Farhan Sopiulloh

Personal information
- Full name: Muhammad Farhan Sopiulloh
- Date of birth: 10 May 2005 (age 21)
- Place of birth: Ciamis, Indonesia
- Height: 1.82 m (6 ft 0 in)
- Position: Centre-back

Team information
- Current team: Persija Jakarta
- Number: 24

Youth career
- 2023–2024: Persija Jakarta U18
- 2024–: Persija Jakarta U20

Senior career*
- Years: Team / Apps / (Gls)
- 2024–: Persija Jakarta / 2 / (0)
- 2024–2025: → Persiku Kudus (loan) / 16 / (0)
- 2025–2026: → Persikutim United (loan) / 11 / (0)

= Farhan Sopiulloh =

Indonesian footballer (born 2005)

Muhammad Farhan Sopiulloh (born 10 May 2005) is an Indonesian professional footballer who plays as a centre-back for Super League club Persija Jakarta.

==Club career==
===Persija Jakarta===
Farhan developed his youth career through the Persija Jakarta academy, progressing to the Persija Jakarta U20 squad in 2024.

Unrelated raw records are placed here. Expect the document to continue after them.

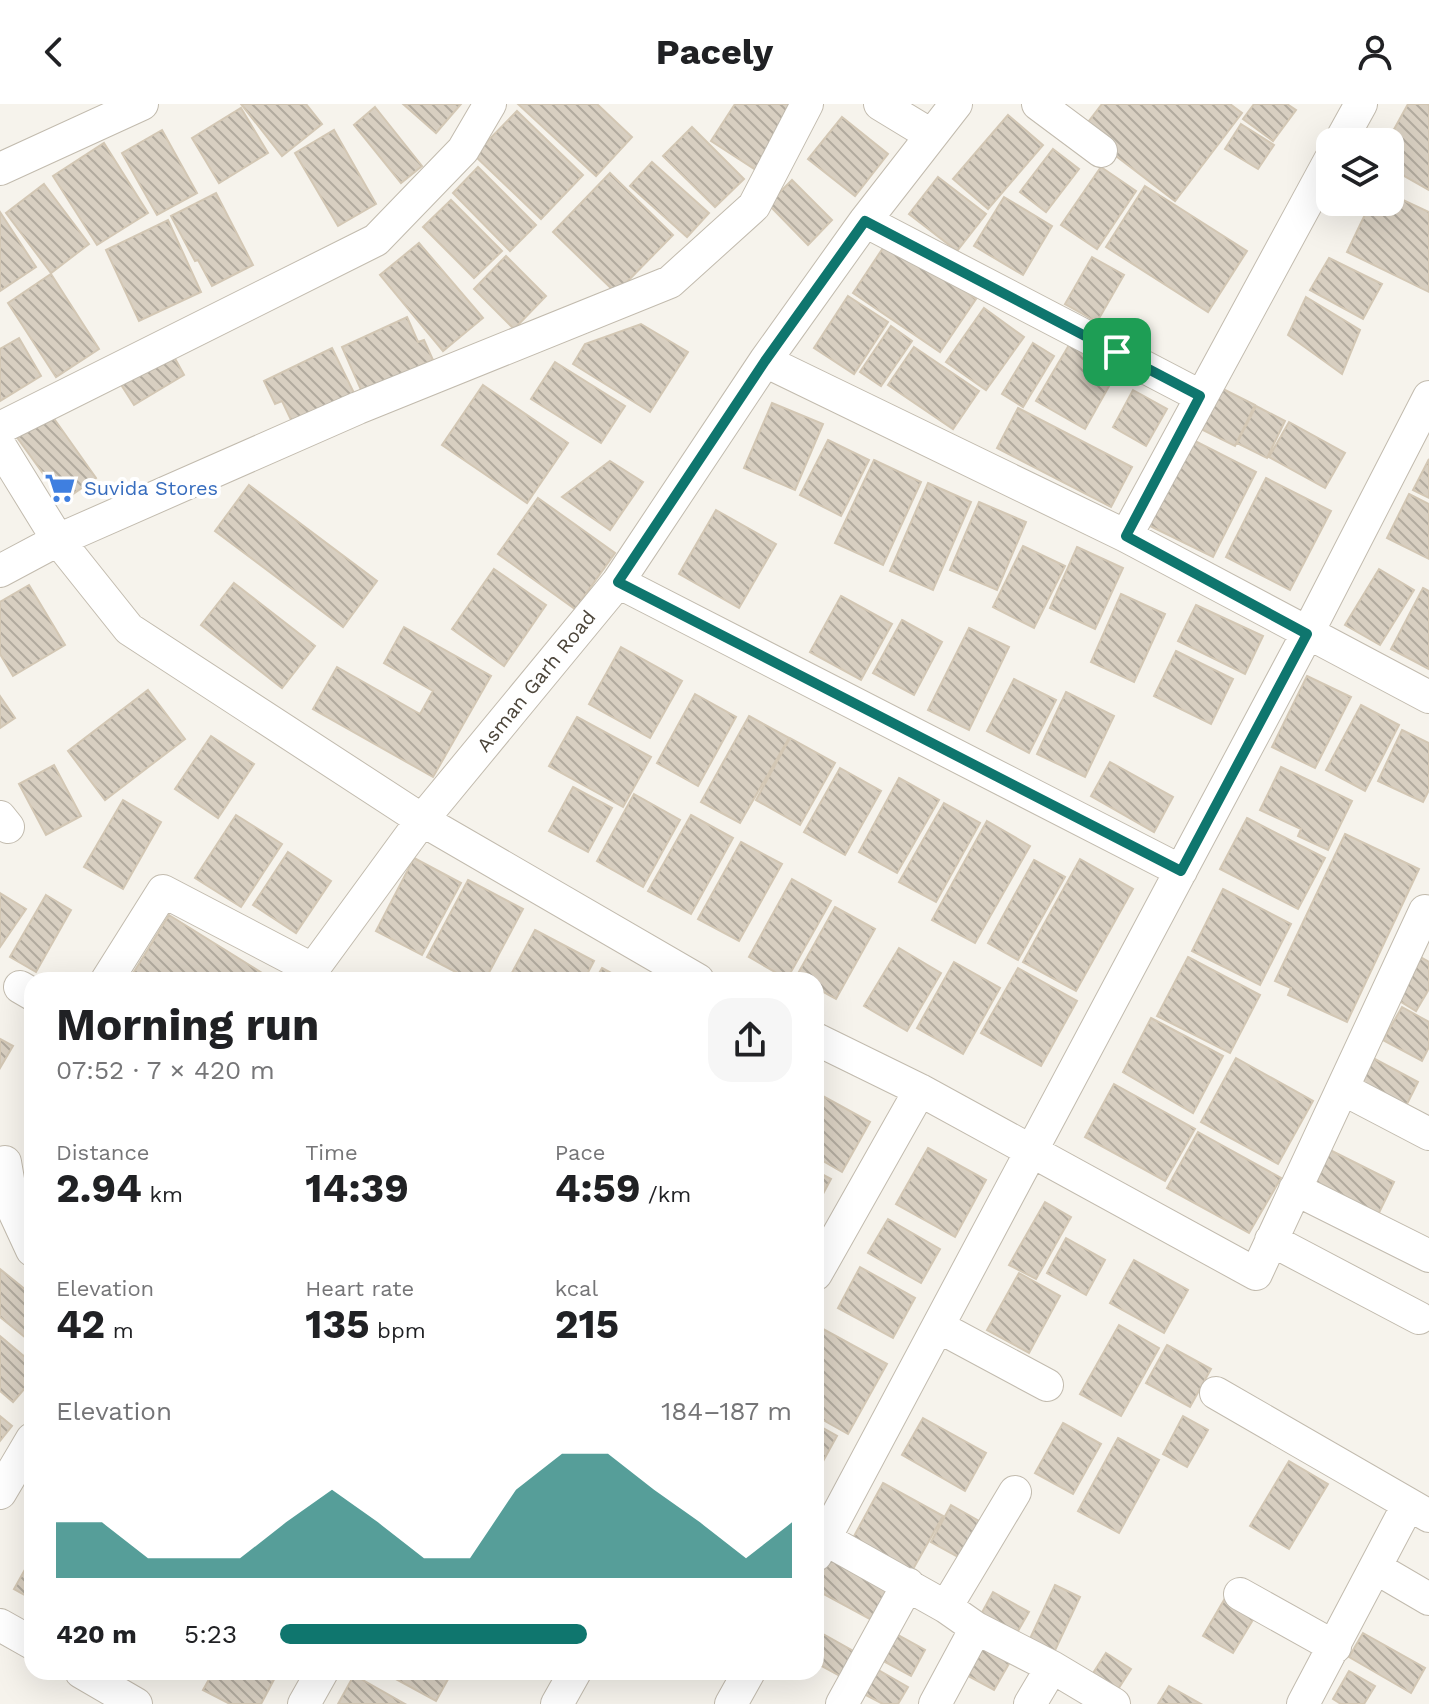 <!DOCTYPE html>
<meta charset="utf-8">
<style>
body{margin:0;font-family:"Work Sans",sans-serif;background:#f6f6f6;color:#202124;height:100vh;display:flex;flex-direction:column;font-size:30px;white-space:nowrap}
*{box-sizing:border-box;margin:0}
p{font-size:26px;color:#757577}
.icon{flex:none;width:44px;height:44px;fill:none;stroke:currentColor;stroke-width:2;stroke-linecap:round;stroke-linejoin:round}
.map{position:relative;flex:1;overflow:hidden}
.side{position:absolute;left:24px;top:868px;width:800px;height:708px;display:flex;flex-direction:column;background:#fff;border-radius:24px;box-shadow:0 8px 32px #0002}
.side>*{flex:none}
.buttons{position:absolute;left:1316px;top:24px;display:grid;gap:16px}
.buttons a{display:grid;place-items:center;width:88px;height:88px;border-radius:16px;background:#fff;box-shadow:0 8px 32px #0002;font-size:40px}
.pin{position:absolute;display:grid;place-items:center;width:68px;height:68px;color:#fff;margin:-34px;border-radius:16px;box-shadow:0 4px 12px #0006}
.round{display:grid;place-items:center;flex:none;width:84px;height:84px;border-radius:24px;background:#f6f6f6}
.head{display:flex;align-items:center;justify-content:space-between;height:136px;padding:0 32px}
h1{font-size:44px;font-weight:700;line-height:60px}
.metrics{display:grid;grid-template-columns:repeat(3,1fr);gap:12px;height:136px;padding:8px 32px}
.metrics div{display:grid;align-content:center}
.metrics b{font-size:40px;font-weight:700}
.metrics small{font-size:22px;font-weight:400}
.metrics p{font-size:22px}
.chart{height:224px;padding:16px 32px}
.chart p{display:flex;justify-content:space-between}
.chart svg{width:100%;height:144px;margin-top:8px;fill:#0f766e;opacity:.7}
ul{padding:0 32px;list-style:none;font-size:26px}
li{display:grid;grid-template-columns:128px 96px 1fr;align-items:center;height:60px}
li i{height:20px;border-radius:10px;background:#0f766e}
header{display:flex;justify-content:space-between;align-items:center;height:104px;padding:0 32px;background:#fff;font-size:36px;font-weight:700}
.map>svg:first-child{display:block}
.building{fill:url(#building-back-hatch);stroke:#d3c7b4;stroke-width:2}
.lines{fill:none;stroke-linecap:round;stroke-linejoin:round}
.minor-casing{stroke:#c2bbae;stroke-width:34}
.minor{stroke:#fff;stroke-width:32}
.route-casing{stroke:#fff;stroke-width:16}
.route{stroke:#0f766e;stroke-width:10}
.labels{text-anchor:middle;stroke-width:8;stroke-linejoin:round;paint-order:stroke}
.shop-label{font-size:20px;fill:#366cbe;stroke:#fff;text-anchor:start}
.street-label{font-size:20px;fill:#4b4439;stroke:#fff}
</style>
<header><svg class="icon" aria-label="back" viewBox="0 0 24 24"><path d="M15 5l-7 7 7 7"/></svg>Pacely<svg class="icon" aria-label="person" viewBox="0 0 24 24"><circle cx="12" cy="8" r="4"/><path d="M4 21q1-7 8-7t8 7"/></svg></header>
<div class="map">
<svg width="1429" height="1600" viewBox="0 0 1429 1600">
<defs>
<pattern id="building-back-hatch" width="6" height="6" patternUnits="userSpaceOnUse" patternTransform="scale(2)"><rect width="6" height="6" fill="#d8cfc1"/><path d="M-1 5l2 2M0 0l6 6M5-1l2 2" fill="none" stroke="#b1aa9e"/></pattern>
</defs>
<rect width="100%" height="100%" fill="#f6f3ec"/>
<!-- building -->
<path class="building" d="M241,0H306L322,20L282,52Z
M403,0H461L436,29Z
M518,0H597L632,33L596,72Z
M735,0H799L756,66L711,37Z
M1102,0H1230L1242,9L1175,97L1082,26Z
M1254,0H1287L1296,6L1273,37L1243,15Z
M1408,0H1429V86L1390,64V38H1387Z
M375,3L422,62L401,79L354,21Z
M241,4L268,49L219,79L192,34Z
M517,7L583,71L541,115L474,51Z
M1008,11L1043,41L988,105L953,75Z
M842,13L888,50L855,92L808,55Z
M1241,20L1274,41L1258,65L1225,45Z
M692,23L744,75L715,103L663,52Z
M162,26L197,89L157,111L122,49Z
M334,26L376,100L338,122L295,49Z
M104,39L148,109L97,141L53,72Z
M1053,45L1079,65L1046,108L1020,88Z
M652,58L709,109L687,133L630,82Z
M478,63L536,121L510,147L453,89Z
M1101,63L1136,87L1097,145L1061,121Z
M610,69L673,131L616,189L553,128Z
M938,73L986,110L957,147L909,110Z
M792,76L832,116L808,141L768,100Z
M44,80L89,140L51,169L6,109Z
M1145,82L1247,147L1208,208L1106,143Z
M216,89L253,161L212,182L198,156L195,157L171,112Z
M1390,90L1429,108V188L1347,148L1371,98H1390Z
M1004,93L1052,122L1023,171L974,142Z
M451,96L502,147L474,174L423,123Z
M0,108L36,163L0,187Z
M168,116L201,188L139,217L106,146Z
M889,135L976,195L940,248L853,189Z
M419,139L483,214L443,247L380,171Z
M506,152L546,192L514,225L474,185Z
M1092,153L1124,171L1097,218L1065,200Z
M1329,154L1382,180L1363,215L1310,186Z
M51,170L99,245L56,273L8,199Z
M848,192L888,218L854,270L814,244Z
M1306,193L1360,226L1342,270L1288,231Z
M984,204L1024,233L986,286L946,258Z
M407,213L418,238L424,236L433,256L362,288L342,243Z
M641,220L688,248L650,308L573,260L585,240Z
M891,222L912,237L881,282L860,268Z
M19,234L41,272L0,297V245Z
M1033,239L1054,252L1023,303L1002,290Z
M1069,241L1117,268L1085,325L1036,297Z
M914,243L979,287L953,325L888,281Z
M332,244L355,291L293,320L282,297L275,300L264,277Z
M172,249L184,271L134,301L120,279Z
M555,258L625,302L601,339L531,295Z
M483,281L568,339L527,399L442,341Z
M1221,284L1255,301L1235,342L1201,325Z
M1133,286L1167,305L1146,342L1113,323Z
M772,299L823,320L795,386L744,364Z
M1256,302L1285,317L1267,354L1237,339Z
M1018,304L1132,363L1111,403L997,344Z
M50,309L96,374L63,397L16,332Z
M1289,318L1345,349L1325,384L1269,353Z
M1191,335L1256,368L1213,453L1148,421Z
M828,336L869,356L841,412L800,391Z
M1429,355V394L1413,386Z
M874,356L921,378L883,461L835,439Z
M610,357L643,378L610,426L562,393Z
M1266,374L1331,407L1290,486L1226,453Z
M928,379L971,398L933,486L890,467Z
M249,381L377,477L343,523L215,427Z
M1409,390L1429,400V455L1387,434Z
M538,394L615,449L575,505L498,450Z
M979,398L1026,418L997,486L950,466Z
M716,406L776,440L739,504L679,470Z
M1023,442L1065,462L1034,524L993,503Z
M1077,443L1123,464L1095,525L1050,504Z
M494,465L546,501L504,562L452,525Z
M1379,465L1414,486L1380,541L1345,521Z
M234,479L315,542L282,584L201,521Z
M29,481L65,541L13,572L0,550V498Z
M1423,484L1429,487V565L1391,545Z
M1121,490L1165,510L1134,578L1091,558Z
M841,492L892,520L861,576L810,548Z
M1196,501L1263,532L1245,570L1178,537Z
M902,516L942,538L914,591L873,569Z
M404,523L491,572L433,673L313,605L337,563L420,610L433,587L384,559Z
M969,524L1009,543L969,626L928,606Z
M621,543L682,577L650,634L589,600Z
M1176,547L1233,575L1211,620L1154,592Z
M1307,572L1351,593L1315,664L1272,643Z
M1014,575L1056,596L1029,649L987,627Z
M148,586L185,635L105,696L68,647Z
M1066,588L1114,612L1085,673L1037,650Z
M695,590L736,613L698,682L657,659Z
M0,592L15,614L0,624Z
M1361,601L1399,621L1365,687L1326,666Z
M749,612L789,634L740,719L701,698Z
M577,613L651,653L623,703L549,662Z
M1402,626L1429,639V686L1423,698L1378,677Z
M211,632L254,660L218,714L175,685Z
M790,634L835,659L800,721L756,696Z
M1110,658L1173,693L1154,728L1091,692Z
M54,661L81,712L46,731L19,680Z
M1281,663L1352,697L1328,746L1298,732L1301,725L1260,706Z
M840,664L881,687L845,751L804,728Z
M899,674L939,696L897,769L859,748Z
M573,683L612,704L588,748L549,727Z
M634,690L680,716L643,783L597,757Z
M123,696L161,718L123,785L84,763Z
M944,699L980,719L936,798L899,778Z
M236,711L282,740L241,803L195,774Z
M691,711L733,734L691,810L648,787Z
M1247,714L1325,754L1298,805L1220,765Z
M987,717L1030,742L975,839L932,816Z
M1345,730L1419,765L1347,918L1288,891L1291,884L1275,877Z
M741,738L782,760L739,837L698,815Z
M288,748L331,777L296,829L253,801Z
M414,754L461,779L422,851L376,827Z
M1080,755L1133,785L1076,887L1023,858Z
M1034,756L1065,773L1018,856L988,839Z
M792,775L831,797L787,875L749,853Z
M468,776L523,805L485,876H471L427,853Z
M1223,785L1291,820L1260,881L1192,847Z
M0,789L26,805L0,843Z
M46,791L71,806L36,868L10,853Z
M835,803L875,825L836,895L816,884V876H802L796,873Z
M169,811L267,872L265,876H129Z
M535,826L594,857L584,876H508Z
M899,844L941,869L907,927L864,902Z
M1417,851L1429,858V885L1416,907L1393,893Z
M1188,853L1260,891L1230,949L1157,912Z
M954,858L1000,884L963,950L917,924Z
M602,864L624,876H595Z
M1018,864L1077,897L1041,962L981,929Z
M1402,903L1429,918V943L1422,957L1383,936Z
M1151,914L1223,952L1193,1009L1123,968Z
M0,935L13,942L0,964Z
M1371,953L1418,978L1403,1008L1355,983Z
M1236,954L1313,997L1278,1060L1201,1018Z
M1114,980L1195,1025L1165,1077L1085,1033Z
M819,990L870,1018L842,1068L816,1053V996Z
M1198,1028L1281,1074L1249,1129L1167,1084Z
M928,1044L986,1076L955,1133L896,1100Z
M1330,1046L1394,1078L1375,1117L1310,1084Z
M816,1067L831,1075L816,1103Z
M1045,1098L1071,1113L1036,1175L1009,1161Z
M888,1115L940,1145L921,1179L868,1149Z
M1066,1134L1105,1156L1086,1191L1047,1169Z
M1134,1156L1188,1186L1164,1229L1110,1199Z
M860,1163L915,1194L893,1234L838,1204Z
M0,1165L32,1191V1239L0,1213Z
M1019,1169L1060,1192L1029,1249L987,1226Z
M1119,1221L1159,1244L1121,1312L1080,1290Z
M823,1225L887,1260L848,1330L816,1312V1237Z
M0,1232L32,1259V1276L13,1298L0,1287Z
M1167,1241L1211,1265L1190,1303L1146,1279Z
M0,1312L12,1322L0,1337Z
M1183,1312L1208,1326L1187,1363L1163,1350Z
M923,1314L986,1349L965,1387L902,1351Z
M1063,1319L1101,1340L1073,1390L1035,1369Z
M816,1320L837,1332L816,1370Z
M1118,1334L1159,1356L1119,1429L1078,1407Z
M1289,1357L1328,1380L1289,1445L1250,1422Z
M883,1379L943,1412L912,1467L853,1434Z
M951,1401L988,1422L967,1458L931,1438Z
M32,1453V1495L14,1485Z
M828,1453L893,1489L877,1519L816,1486V1475Z
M1055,1481L1080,1493L1051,1555L1026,1543Z
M993,1488L1029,1508L1014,1534L979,1514Z
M1227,1491L1257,1509L1233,1549L1203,1532Z
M816,1526L862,1552L849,1577L816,1559Z
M891,1527L925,1546L911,1572L876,1553Z
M1363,1529L1425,1564L1411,1589L1349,1553Z
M978,1537L1011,1556L994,1586L961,1568Z
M1106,1549L1131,1565L1113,1593L1088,1577Z
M875,1564L908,1583L898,1600H883L862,1589Z
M1349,1567L1375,1582L1364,1600H1341L1333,1595Z
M213,1568H278L261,1600H230L203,1586Z
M383,1568H452L436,1597Z
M354,1571L405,1600H338Z
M1169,1582L1201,1600H1158Z"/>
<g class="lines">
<!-- minor casing -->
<g class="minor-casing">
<path id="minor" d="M880,0L931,31
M1038,0L1101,47
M1340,38L1361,0
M0,65L142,0
M865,117L1200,292
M765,257L1126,432L1429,593
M0,324L376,136L463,46L490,0
M0,342L58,436L129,525L422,716L698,876
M1126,432L1330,56
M0,467L58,436L358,304L670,178L754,102L807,0
M618,478L1181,767
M0,713L8,723
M107,876L163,787L312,865
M305,876L422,716L618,478L765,257L865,117L956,0
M20,883L32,890
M816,935L920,986L1256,1170L1425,807L1429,809
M1343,985L1429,1030
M5,1058L13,1105L32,1146
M1295,1085L1429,1152
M1271,1136L1419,1214
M816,1170L920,986
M939,1223L1047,1281
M1216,1289L1429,1412
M0,1389L32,1335
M825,1435L946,1503L976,1524L1052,1563L1114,1600
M816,1451L1307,530L1429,293
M1376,1464L1429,1495
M1240,1490L1335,1543
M946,1503L1015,1388
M0,1521L32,1539
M81,1568L136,1600
M304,1600L322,1568
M557,1600L575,1568
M731,1600L749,1568
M842,1600L908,1480
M935,1600L976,1524
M1030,1600L1052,1563
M1303,1600L1408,1401"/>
</g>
<!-- minor -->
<use href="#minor" class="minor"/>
</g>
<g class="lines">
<!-- route casing -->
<g class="route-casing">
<path id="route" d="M865,117L1200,292L1126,432L1307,530L1181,767L618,478L765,257Z"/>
</g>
<!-- route -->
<use href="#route" class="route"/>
</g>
<!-- icons -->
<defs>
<g id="supermarket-bare" transform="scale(2.4)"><path d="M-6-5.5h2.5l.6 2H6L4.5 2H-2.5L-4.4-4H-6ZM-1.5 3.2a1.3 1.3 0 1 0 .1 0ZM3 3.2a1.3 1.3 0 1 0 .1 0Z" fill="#3f7fe0" stroke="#fff" stroke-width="2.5" paint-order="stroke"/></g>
</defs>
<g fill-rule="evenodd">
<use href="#supermarket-bare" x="60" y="384"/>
</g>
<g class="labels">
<!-- shop labels -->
<g class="shop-label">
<text x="84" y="391">Suvida Stores</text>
</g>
<!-- street labels -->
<g class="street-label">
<text transform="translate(536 577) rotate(-51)" y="7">Asman Garh Road</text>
</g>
</g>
</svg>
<div class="buttons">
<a><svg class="icon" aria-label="layers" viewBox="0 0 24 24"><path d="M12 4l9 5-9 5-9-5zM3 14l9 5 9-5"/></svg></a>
</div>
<div class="pin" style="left:1117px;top:248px;background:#1e9e55"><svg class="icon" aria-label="arrive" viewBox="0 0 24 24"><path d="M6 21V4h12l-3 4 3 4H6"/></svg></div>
<section class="side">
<div class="head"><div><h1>Morning run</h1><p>07:52 · 7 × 420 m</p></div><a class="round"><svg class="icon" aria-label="share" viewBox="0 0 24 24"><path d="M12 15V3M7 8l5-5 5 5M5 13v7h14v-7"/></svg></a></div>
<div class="metrics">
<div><p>Distance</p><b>2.94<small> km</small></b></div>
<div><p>Time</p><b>14:39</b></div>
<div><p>Pace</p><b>4:59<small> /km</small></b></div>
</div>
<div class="metrics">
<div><p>Elevation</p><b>42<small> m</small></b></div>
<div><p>Heart rate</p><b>135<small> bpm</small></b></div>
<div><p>kcal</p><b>215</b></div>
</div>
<div class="chart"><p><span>Elevation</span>184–187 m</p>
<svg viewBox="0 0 160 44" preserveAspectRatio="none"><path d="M0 44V27L10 27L20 38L30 38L40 38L50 27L60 17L70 27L80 38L90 38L100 17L110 6L120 6L130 17L140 27L150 38L160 27V44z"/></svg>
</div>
<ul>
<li><b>420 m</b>5:23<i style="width:60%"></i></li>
</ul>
</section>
</div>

====Loan to Persiku Kudus====
On 11 August 2024, Farhan joined Liga 2 side Persiku Kudus on a season-long loan deal to gain first-team experience for the 2024–25 season. He made 16 appearances during his loan spell with the club.

====Loan to Persikutim United====
In late 2025, Persija Jakarta officially announced that Farhan was loaned out to Liga Nusantara side Persikutim United for the 2025–26 season. During his time with Persikutim United, he became a regular fixture in the defense, recording 11 appearances before returning to his parent club.

====Return to Persija Jakarta====
Following his loan spells, Farhan was reintegrated into the Persija Jakarta senior squad list for the 2026–27 season and was assigned the shirt number 24. He made his senior competitive appearances for the club in the domestic league and was featured as a substitute in several tournaments, including matches against Arema and Persib Bandung.